Dans un message posté sur son compte Twitter, Francine Muyumba, personnalité politique influente et ancienne présidente du Parlement panafricain de la jeunesse, a livré une réflexion aussi concise que percutante sur les défis de la diplomatie congolaise. « La force d’une diplomatie repose sur la stabilité interne », a-t-elle affirmé, avant d’ajouter : « Un pays peut même présider les Nations Unies, mais s’il est incapable de résoudre ses propres crises, il reste faible. »
Un constat sans concession qui résume l’un des grands paradoxes de la République Démocratique du Congo (RDC). Pays riche en ressources naturelles et doté d’un poids géostratégique incontestable en Afrique centrale, la RDC peine pourtant à transformer cette potentialité en influence diplomatique réelle. La raison ? Une instabilité chronique qui mine sa crédibilité sur la scène internationale.
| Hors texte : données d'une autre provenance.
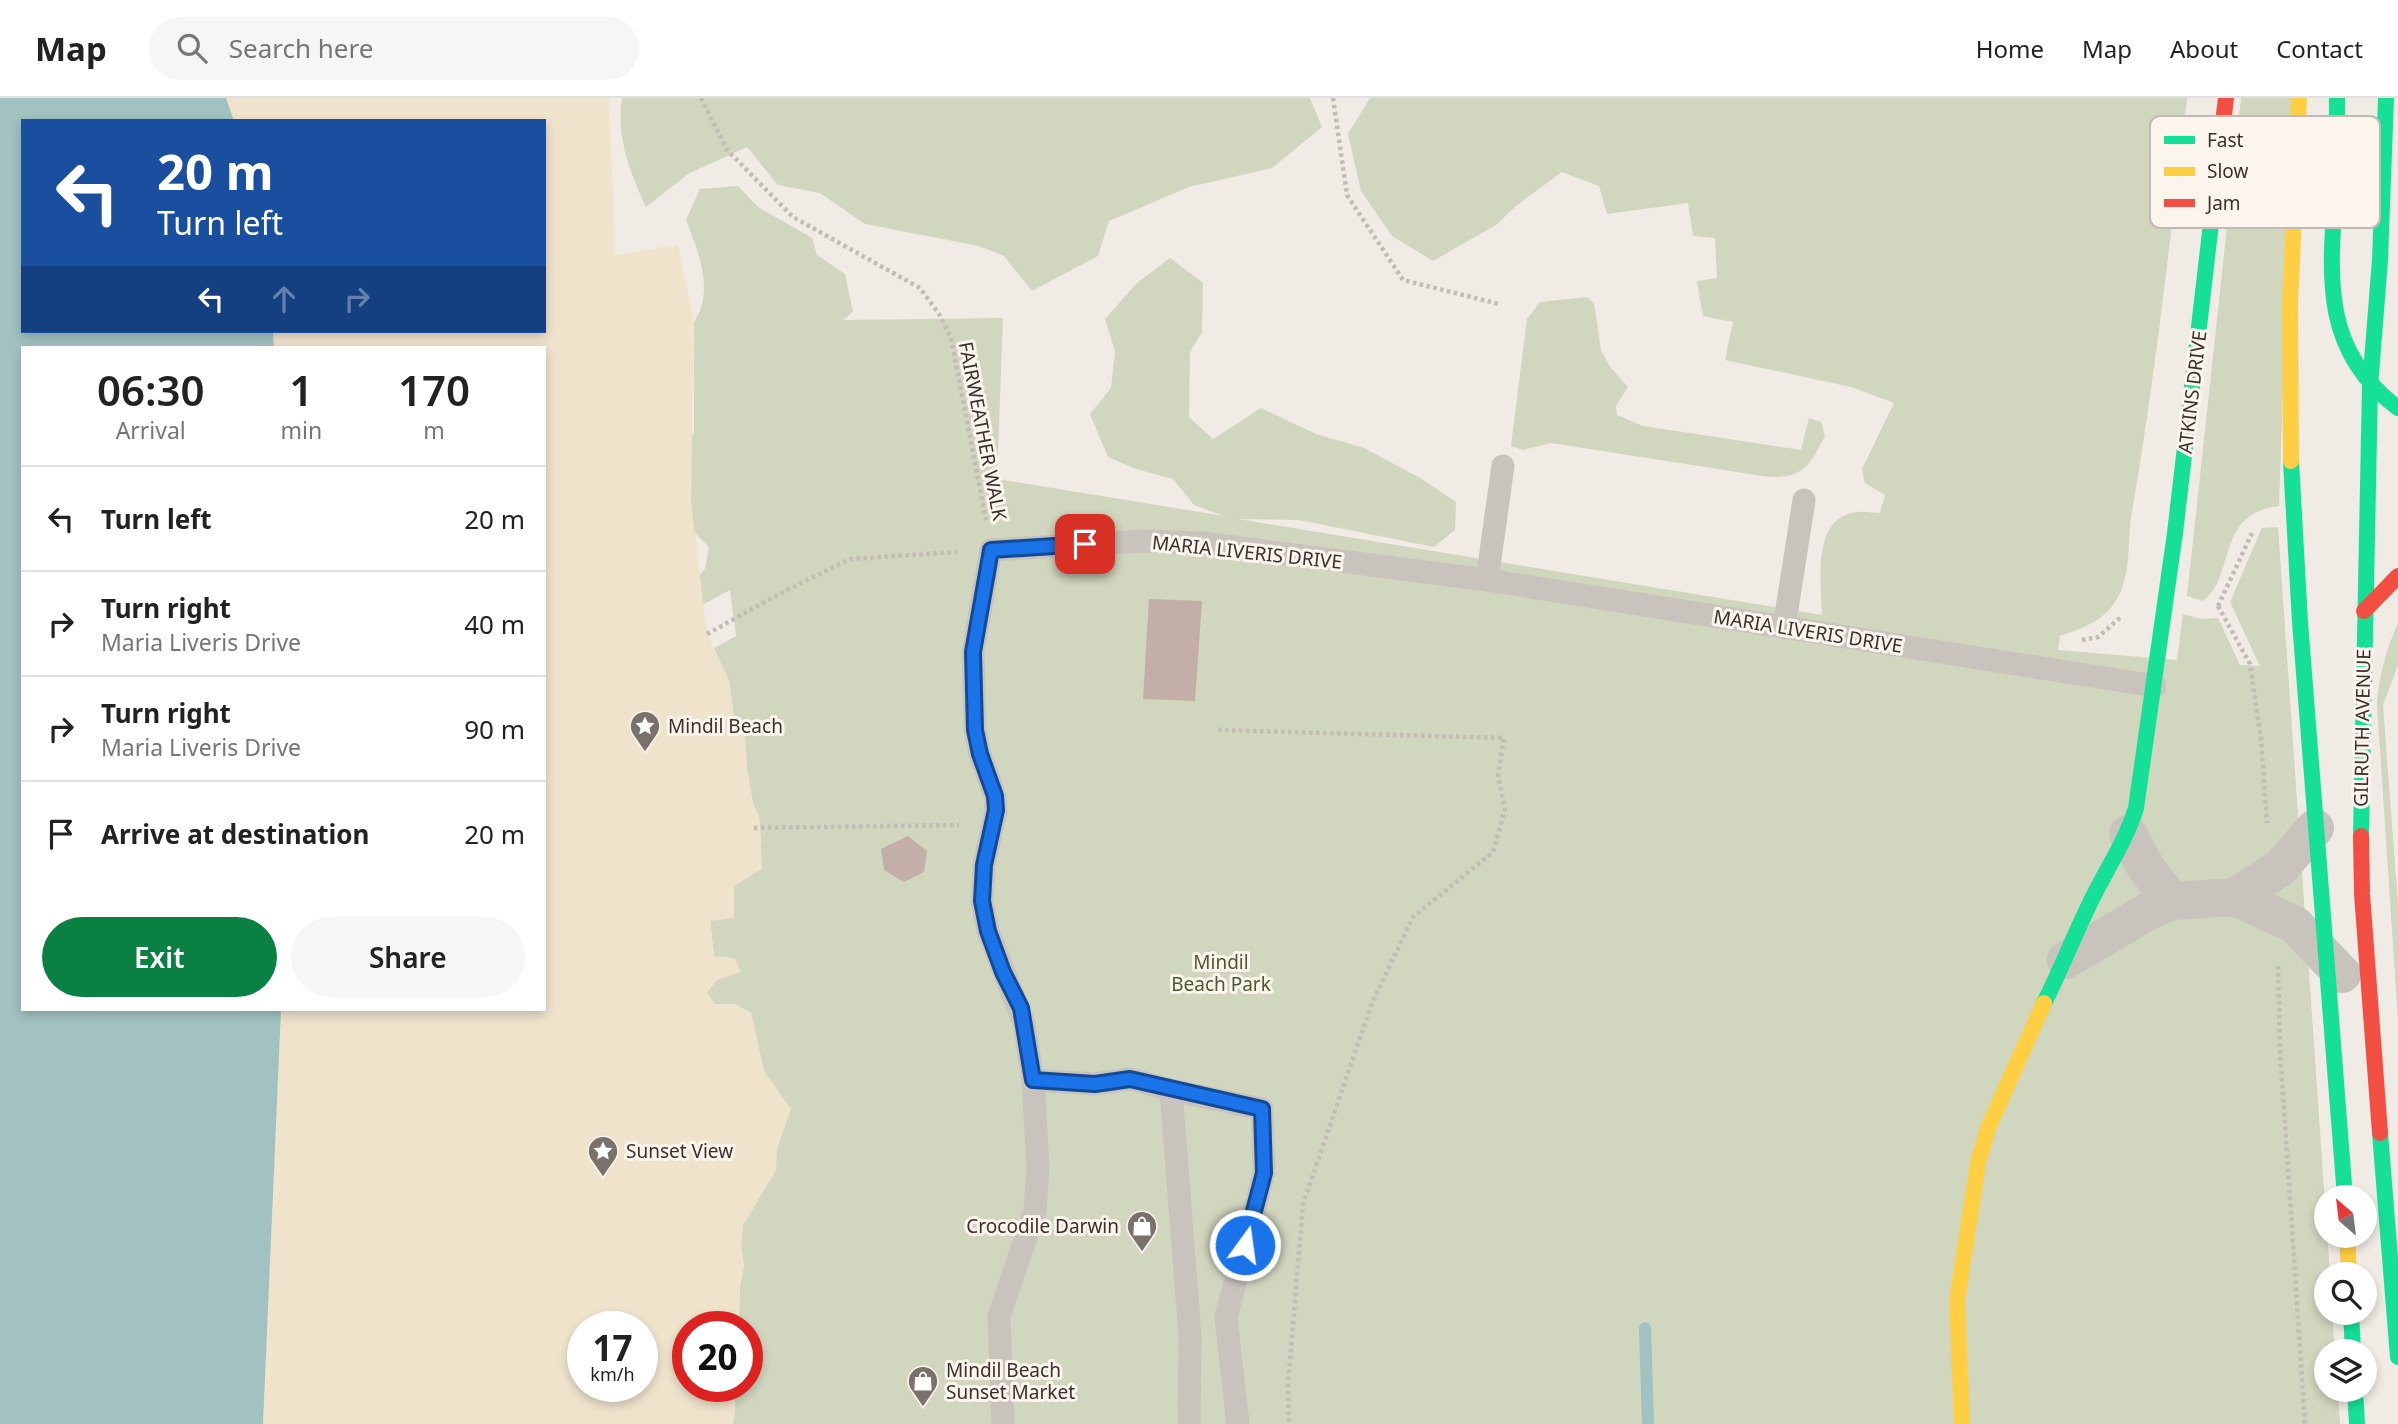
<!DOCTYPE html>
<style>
body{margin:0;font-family:"Noto Sans",sans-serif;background:#f6f6f6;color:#222;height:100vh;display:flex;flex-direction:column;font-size:26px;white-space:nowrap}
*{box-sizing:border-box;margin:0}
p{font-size:23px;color:#767676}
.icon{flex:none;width:38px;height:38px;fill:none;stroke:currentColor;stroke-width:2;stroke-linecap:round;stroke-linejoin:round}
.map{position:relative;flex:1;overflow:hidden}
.drawer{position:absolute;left:21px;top:248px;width:525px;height:665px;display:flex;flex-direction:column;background:#fff;border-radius:0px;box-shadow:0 4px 10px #0003}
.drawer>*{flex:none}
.hud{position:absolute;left:21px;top:21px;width:525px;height:214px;border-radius:0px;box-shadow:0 4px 10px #0003;background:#1a4fa0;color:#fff;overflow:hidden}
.needle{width:46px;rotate:332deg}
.controls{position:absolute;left:2314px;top:1087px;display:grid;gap:14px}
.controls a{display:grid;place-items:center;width:63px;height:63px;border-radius:50%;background:#fff;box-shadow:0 4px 10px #0003;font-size:35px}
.speed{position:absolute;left:567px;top:1213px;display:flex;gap:14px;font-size:35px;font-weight:700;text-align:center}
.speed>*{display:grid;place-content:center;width:91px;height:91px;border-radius:50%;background:#fff;box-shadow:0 4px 10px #0003;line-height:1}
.speed small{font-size:18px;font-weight:400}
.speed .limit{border:10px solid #d22;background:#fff;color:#111}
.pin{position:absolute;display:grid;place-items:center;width:60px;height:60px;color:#fff;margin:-30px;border-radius:14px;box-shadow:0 4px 10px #0006}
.me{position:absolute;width:77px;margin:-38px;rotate:14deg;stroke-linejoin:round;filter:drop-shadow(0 0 5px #0008)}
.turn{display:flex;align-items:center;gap:24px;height:147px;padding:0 21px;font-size:32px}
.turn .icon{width:91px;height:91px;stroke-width:2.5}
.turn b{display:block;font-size:49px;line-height:60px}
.lanes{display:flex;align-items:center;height:66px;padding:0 21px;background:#0003;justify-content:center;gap:35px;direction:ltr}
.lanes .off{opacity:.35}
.eta{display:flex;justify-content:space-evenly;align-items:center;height:119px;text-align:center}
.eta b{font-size:42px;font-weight:600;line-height:49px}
.action{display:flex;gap:14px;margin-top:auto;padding:14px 21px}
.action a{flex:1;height:80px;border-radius:42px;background:#0b8043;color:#fff;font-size:28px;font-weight:600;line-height:80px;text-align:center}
.action a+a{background:#f6f6f6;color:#222}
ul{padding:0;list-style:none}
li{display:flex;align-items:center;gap:21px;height:105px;padding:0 21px;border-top:2px solid #e0e0e0}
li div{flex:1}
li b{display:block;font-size:26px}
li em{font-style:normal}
header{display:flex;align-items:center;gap:42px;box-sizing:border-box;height:98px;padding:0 35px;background:#fff;border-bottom:2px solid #e0e0e0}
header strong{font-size:33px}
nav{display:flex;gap:38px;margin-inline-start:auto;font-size:24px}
.search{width:490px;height:63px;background:#f6f6f6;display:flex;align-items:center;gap:18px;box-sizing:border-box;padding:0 24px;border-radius:38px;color:#767676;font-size:26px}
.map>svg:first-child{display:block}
.green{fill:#d1d6bf}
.sand{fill:#efe3cc;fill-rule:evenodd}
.water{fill:#a1c2c1}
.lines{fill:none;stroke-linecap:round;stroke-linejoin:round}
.stream{stroke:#a1c2c1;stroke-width:12}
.building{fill:#c3afa7}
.path{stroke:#c2bbb6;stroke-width:4.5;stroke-dasharray:3.5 3.5;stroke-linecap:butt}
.lane{stroke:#c9c3be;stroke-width:23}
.street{stroke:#c9c3be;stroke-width:38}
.fast{stroke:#16e098;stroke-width:16}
.slow{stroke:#ffcf43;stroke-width:16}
.jam{stroke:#f24e42;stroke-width:16}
.route-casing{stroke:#114b97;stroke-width:18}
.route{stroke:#1a73e8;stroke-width:12}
.labels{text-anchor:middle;stroke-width:6;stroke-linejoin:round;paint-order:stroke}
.street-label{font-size:19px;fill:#3b302b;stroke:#fbf5ee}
.poi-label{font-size:19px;fill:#3b302b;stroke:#fbf5ee;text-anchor:start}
.park-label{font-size:19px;fill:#4a5a2e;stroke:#fbf5ee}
.key{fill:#fbf5ee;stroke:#c1bab4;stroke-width:2}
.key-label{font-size:19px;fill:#3b302b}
</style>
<header>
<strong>Map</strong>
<div class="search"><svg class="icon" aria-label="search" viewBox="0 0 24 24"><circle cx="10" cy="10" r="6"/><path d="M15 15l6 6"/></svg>Search here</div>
<nav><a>Home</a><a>Map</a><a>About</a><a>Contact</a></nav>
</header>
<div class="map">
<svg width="2398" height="1326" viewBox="0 0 2398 1326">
<rect width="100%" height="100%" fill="#f0ebe5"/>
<g class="green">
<path d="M 622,0 L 1310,0 L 1322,29 L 1272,70 L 1189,89 L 1109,123 L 1098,158 L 1032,193 L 1004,158 L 979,148 L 865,126 L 820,95 L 778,87 L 747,49 L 688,76 L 646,109 C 630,74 616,39 622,0 Z"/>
<path d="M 1370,0 L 2187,0 C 2170,138 2156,276 2132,413 C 2127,440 2132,472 2119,497 C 2107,522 2084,530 2060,538 L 2058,552 L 2177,562 L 2183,516 L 2201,521 L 2218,520 L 2240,567 L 2260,568 L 2230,504 L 2262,430 L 2278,429 L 2330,1176 L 2326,1176 L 2326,1214 L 2332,1215 L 2335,1253 L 2326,1253 L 2326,1292 L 2338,1292 L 2340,1326 L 732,1326 C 736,1314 733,1297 740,1288 L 747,1288 L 747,1279 L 756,1268 L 747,1253 L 747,1228 L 739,1228 L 740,1188 L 744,1168 L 741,1148 L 743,1127 L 776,1072 L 764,973 L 751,915 L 735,906 L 714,906 L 707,894 L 717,882 L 710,823 L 761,744 L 759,718 L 753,706 L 747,671 L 745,638 L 735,627 L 729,583 L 714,550 L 736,538 L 730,492 L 704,506 L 691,497 L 691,487 L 705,471 L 709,449 L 686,426 L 681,361 L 694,334 L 694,224 C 715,193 698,153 686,122 L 700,91 L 738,88 L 758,109 L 812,140 L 817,157 L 845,176 L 853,214 L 843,222 L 1003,220 L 997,381 L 1224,418 L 1194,407 L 1173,381 L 1136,371 L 1108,359 L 1090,316 L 1111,290 L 1115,253 L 1105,221 L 1136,186 L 1170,160 L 1203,185 L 1202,234 L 1190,254 L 1189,319 L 1213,341 L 1261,310 L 1316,336 L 1364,350 L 1420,380 L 1456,404 L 1455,432 L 1434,449 L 1299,422 L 1238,421 L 1822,517 C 1821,487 1811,417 1858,414 C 1865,413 1873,415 1880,415 L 1885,397 L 1865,385 L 1862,371 L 1894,305 L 1851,289 L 1725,262 L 1733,224 L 1703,218 L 1697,183 L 1717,180 L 1715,140 L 1693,138 L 1688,105 L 1607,116 L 1599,88 L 1562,74 L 1516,108 L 1496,127 L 1433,163 L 1392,138 L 1361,93 L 1348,36 Z"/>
<path d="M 2241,0 L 2293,0 L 2279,408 C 2215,415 2236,479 2203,503 L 2187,498 Z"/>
<path d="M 1587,199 L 1594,205 L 1601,252 L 1611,270 L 1628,289 L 1616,308 L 1617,317 L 1643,328 L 1801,352 L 1809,320 L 1821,324 L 1825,338 C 1809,368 1804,380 1769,379 L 1551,345 L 1523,352 L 1511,348 L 1527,221 L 1540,204 Z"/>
<path d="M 2398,525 L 2398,567 L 2383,607 L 2398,806 L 2398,923 L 2377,606 C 2379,577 2386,552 2398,525 Z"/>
</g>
<path class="sand" d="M 223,0 L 609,0 L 615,157 L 678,147 L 694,224 L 691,404 L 707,536 L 729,583 L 735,627 L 745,638 L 747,671 L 753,706 L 759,718 L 762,771 L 734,788 L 734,820 L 710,823 L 714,858 L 735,860 L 741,874 L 717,882 L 707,894 L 714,906 L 735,906 L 751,915 L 764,973 L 791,1011 L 777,1051 L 776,1071 L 743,1127 L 741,1148 L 744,1168 L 740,1188 L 738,1228 L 688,1228 L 688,1288 L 740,1288 C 733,1297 736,1315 733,1326 L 263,1326 L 281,912 L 544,912 L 544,250 L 274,250 L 273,233 L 544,233 L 544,23 L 232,23 ZM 583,1228 L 642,1228 L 642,1288 L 583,1288 Z"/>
<path class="water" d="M 0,0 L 226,0 L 234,23 L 23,23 L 23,233 L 273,233 L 274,250 L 23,250 L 23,912 L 281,912 L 263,1326 L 0,1326 Z"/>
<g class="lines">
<path class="stream" d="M 1645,1230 L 1648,1326"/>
</g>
<g class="building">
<path d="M 1149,501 L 1202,503 L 1195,603 L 1143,601 Z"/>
<path d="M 908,738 L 927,753 L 924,774 L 904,784 L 884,772 L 881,751 Z"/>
</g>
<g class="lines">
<g class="path">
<path d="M 701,0 L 727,52 L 793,119 L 920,190 L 939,216 L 951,240 L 986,422"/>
<path d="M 1333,0 L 1347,97 L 1403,182 L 1499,206"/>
<path d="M 2218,508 L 2250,566 L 2261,642 L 2267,725"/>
<path d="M 2218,508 L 2253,433"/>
<path d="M 707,536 L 781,495 L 850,461 L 957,454"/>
<path d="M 2082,542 L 2098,539 L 2121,519"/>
<path d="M 1218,632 L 1504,640 L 1498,677 L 1505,711 L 1493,754 L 1413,819 L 1372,905 L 1303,1106 L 1288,1288 L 1289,1326"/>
<path d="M 754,730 L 959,727"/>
<path d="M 2278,868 L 2280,951 L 2305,1326"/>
</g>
<g class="lane">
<path d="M 1487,482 L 1503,368"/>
<path d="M 1784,530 L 1804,402"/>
<path d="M 1033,982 L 1095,986 L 1130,981 L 1171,992 L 1190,1238 L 1189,1326"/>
<path d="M 1171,992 L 1262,1011 L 1264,1075 L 1226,1219 L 1238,1326"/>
<path d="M 1003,1326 L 999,1218 L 1035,1113 L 1038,1070 L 1033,982 L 1024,925 L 988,833 L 982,803 L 984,767 L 996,712 L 995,698 L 980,656 L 975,632 L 973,554 L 991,452 L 1145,443 L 1203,445 L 1487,482 L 2155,588"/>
</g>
<g class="street">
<path d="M 2128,736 L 2146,770 L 2172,803"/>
<path d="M 2235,799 L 2295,827 L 2342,876"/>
<path d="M 2066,862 L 2147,814 L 2172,803 L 2235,799 L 2280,770 L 2315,730"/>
</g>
<g class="fast">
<path d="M 2337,0 C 2337,29 2337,57 2336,86 C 2330,174 2319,251 2398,310"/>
<path d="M 2291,363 L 2300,524 L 2345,1099"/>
<path d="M 2361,738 L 2370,288 L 2380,162 L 2386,0"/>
<path d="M 2044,905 C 2062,870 2076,832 2094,797 C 2109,767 2126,742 2136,710 L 2175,435 L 2215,91"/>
<path d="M 2380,1035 L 2398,1259"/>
<path d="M 2351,1214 L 2353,1253"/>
<path d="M 2355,1292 L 2357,1326"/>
</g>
<g class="slow">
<path d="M 2291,363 L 2290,207 L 2299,0"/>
<path d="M 2347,1138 L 2349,1176"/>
<path d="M 1962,1326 L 1957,1203 L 1978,1065 L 1988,1030 L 2044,905"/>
</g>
<g class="jam">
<path d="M 2215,91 L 2226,0"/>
<path d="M 2364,513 L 2398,478"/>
<path d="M 2361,738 L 2362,796 L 2380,1035"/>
</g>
</g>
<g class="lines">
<g class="route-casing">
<path id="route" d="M 1085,446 L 991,452 L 973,554 L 975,632 L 980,656 L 995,698 L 996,712 L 984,767 L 982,803 L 988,833 L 1003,874 L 1021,910 L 1033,982 L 1095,986 L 1130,981 L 1262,1011 L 1264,1075 L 1245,1147"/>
</g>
<use href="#route" class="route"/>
</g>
<defs>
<g id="sight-pin" transform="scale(1.575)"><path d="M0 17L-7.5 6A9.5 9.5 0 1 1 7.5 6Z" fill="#7a716c" stroke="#fbf5ee"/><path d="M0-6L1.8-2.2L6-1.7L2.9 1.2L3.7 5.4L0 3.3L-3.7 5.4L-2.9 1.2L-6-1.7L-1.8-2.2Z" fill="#fff"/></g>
<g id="shop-pin" transform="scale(1.575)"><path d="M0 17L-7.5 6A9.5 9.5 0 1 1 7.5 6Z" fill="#7a716c" stroke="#fbf5ee"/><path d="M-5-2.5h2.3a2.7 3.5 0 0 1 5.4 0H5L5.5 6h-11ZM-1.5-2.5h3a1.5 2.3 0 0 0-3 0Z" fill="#fff"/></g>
</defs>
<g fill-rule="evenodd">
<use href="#sight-pin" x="645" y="628"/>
<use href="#sight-pin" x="603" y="1053"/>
<use href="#shop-pin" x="1142" y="1128"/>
<use href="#shop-pin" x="923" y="1283"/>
</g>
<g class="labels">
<g class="street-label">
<text transform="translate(2192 294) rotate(-83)" y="7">ATKINS DRIVE</text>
<text transform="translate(983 333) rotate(79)" y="7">FAIRWEATHER WALK</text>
<text transform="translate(1247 454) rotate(6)" y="7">MARIA LIVERIS DRIVE</text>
<text transform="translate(1808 533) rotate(9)" y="7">MARIA LIVERIS DRIVE</text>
<text transform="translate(2362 630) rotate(-89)" y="7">GILRUTH AVENUE</text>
</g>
<g class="poi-label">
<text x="668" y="635">Mindil Beach</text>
<text x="626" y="1060">Sunset View</text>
<text x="1119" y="1135" text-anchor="end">Crocodile Darwin</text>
<text x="946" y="1279">Mindil Beach<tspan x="946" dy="22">Sunset Market</tspan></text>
</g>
<g class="park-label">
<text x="1221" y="871">Mindil<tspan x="1221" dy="22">Beach Park</tspan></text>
</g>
</g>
<rect x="2150" y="18" width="230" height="112" rx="10" class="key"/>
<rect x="2164" y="38" width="31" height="8" fill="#16e098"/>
<rect x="2164" y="69" width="31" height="9" fill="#ffcf43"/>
<rect x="2164" y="101" width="31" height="8" fill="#f24e42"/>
<g class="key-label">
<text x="2207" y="49">Fast</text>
<text x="2207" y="80">Slow</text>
<text x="2207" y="112">Jam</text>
</g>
</svg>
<div class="controls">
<a><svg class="needle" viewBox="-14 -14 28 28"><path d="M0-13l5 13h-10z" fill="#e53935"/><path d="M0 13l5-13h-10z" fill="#767676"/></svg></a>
<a><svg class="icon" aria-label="search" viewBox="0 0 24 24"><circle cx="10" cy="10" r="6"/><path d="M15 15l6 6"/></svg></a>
<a><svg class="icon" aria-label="layers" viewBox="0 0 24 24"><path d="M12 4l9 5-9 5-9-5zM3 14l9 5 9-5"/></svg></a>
</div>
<div class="speed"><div>17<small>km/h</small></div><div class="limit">20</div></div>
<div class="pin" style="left:1085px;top:446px;background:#d93025"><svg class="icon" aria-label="arrive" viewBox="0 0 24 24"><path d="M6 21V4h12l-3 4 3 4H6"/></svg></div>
<svg class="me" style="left:1245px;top:1147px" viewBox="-20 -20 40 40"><circle r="17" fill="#1a73e8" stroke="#fff" stroke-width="3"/><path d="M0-11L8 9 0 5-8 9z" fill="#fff"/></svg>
<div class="hud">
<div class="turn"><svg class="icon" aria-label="left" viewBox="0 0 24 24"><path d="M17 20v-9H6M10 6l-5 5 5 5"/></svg><div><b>20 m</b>Turn left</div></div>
<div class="lanes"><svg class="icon" aria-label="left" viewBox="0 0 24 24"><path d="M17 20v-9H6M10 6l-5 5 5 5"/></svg><svg class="icon off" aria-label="ahead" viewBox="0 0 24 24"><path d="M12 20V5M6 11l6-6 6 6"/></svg><svg class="icon off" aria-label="right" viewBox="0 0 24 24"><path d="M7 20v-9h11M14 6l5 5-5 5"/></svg></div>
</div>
<section class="drawer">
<div class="eta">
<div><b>06:30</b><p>Arrival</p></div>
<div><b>1</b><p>min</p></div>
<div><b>170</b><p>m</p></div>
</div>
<ul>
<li><svg class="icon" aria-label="left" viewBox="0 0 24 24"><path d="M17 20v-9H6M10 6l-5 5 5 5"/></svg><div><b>Turn left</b></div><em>20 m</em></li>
<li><svg class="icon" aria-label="right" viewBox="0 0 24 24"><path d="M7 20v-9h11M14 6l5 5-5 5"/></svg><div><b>Turn right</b><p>Maria Liveris Drive</p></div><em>40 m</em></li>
<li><svg class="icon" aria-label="right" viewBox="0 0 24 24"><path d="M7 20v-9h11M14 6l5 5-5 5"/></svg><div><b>Turn right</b><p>Maria Liveris Drive</p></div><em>90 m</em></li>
<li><svg class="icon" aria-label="arrive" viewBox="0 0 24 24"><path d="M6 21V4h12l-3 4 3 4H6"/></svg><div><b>Arrive at destination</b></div><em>20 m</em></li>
</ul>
<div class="action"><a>Exit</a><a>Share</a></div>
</section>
</div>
« Sans cohésion nationale, bonne gouvernance et respect de l’État de droit, la diplomatie congolaise n’est qu’une façade », insiste Muyumba. Des mots qui résonnent comme un avertissement à l’heure où Kinshasa multiplie les engagements internationaux, des sommets sur les minerais stratégiques aux alliances sécuritaires régionales. Mais peut-on vraiment peser dans les arènes diplomatiques quand, à l’intérieur, les conflits armés persistent, que la corruption ronge les institutions et que les divisions politiques affaiblissent l’unité nationale ?
Pour l’ancienne dirigeante panafricaine, la réponse est claire : « On ne pèse à l’international que lorsqu’on réussit chez soi. » Un principe simple, mais exigeant, qui place la barre très haut pour les autorités congolaises. Car réussir « chez soi », c’est d’abord ramener la paix dans l’Est du pays, où des décennies de violence ont déplacé des millions de personnes. C’est aussi bâtir un État de droit capable de lutter contre l’impunité et de garantir les libertés fondamentales. Enfin, c’est restaurer la confiance des citoyens en leurs dirigeants à travers une gestion transparente des ressources publiques.
Le tweet de Francine Muyumba a rapidement suscité des réactions, notamment parmi les jeunes Congolais, souvent frustrés par le décalage entre les discours officiels et la réalité quotidienne. « Elle a tout dit ! Comment vouloir représenter le pays à l’étranger quand on ne respecte pas nous-mêmes nos propres lois ? », interroge un internaute. D’autres saluent le courage d’une personnalité qui ose pointer du doigt les failles d’un système politique encore trop fragile.
Si le chemin vers une diplomatie congolaise forte et respectée semble encore long, le message de Muyumba a le mérite de rappeler une évidence : la reconstruction doit commencer par les fondations. Avant de prétendre jouer un rôle majeur sur la scène mondiale, la RDC doit d’abord consolider sa maison. Un défi immense, mais incontournable pour enfin donner tout son poids à la voix congolaise.